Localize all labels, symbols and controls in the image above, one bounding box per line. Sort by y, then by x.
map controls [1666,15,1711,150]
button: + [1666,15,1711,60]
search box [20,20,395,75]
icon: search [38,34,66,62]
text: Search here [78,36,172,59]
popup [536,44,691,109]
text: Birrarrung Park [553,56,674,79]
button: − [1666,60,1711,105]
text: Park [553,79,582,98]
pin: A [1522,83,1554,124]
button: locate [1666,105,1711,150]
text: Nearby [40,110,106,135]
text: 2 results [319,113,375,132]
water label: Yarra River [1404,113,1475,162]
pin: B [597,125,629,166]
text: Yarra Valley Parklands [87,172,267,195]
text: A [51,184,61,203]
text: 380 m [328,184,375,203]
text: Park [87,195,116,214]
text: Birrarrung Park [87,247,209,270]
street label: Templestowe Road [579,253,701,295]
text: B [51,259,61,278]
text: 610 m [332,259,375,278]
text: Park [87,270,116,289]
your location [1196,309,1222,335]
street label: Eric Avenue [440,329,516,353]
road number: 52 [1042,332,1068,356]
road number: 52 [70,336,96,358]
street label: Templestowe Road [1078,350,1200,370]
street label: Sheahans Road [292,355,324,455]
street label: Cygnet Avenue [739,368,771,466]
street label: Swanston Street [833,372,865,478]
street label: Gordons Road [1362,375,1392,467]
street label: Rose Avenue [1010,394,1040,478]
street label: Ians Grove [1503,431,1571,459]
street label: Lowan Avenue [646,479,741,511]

★ ★ ★ ★ ★ ★ ★

Exercise objective
Return every entry exactly; no line may be missing.

Output of the exercise
Localize all labels, symbols and controls in the image above, one bounding box per line. Sort by y, then by x.
map controls [1666,15,1711,150]
button: + [1666,15,1711,60]
search box [20,20,395,75]
icon: search [38,34,66,62]
text: Search here [78,36,172,59]
popup [536,44,691,109]
text: Birrarrung Park [553,56,674,79]
button: − [1666,60,1711,105]
text: Park [553,79,582,98]
pin: A [1522,83,1554,124]
button: locate [1666,105,1711,150]
text: Nearby [40,110,106,135]
text: 2 results [319,113,375,132]
water label: Yarra River [1404,113,1475,162]
pin: B [597,125,629,166]
text: Yarra Valley Parklands [87,172,267,195]
text: A [51,184,61,203]
text: 380 m [328,184,375,203]
text: Park [87,195,116,214]
text: Birrarrung Park [87,247,209,270]
street label: Templestowe Road [579,253,701,295]
text: B [51,259,61,278]
text: 610 m [332,259,375,278]
text: Park [87,270,116,289]
your location [1196,309,1222,335]
street label: Eric Avenue [440,329,516,353]
road number: 52 [1042,332,1068,356]
road number: 52 [70,336,96,358]
street label: Templestowe Road [1078,350,1200,370]
street label: Sheahans Road [292,355,324,455]
street label: Cygnet Avenue [739,368,771,466]
street label: Swanston Street [833,372,865,478]
street label: Gordons Road [1362,375,1392,467]
street label: Rose Avenue [1010,394,1040,478]
street label: Ians Grove [1503,431,1571,459]
street label: Lowan Avenue [646,479,741,511]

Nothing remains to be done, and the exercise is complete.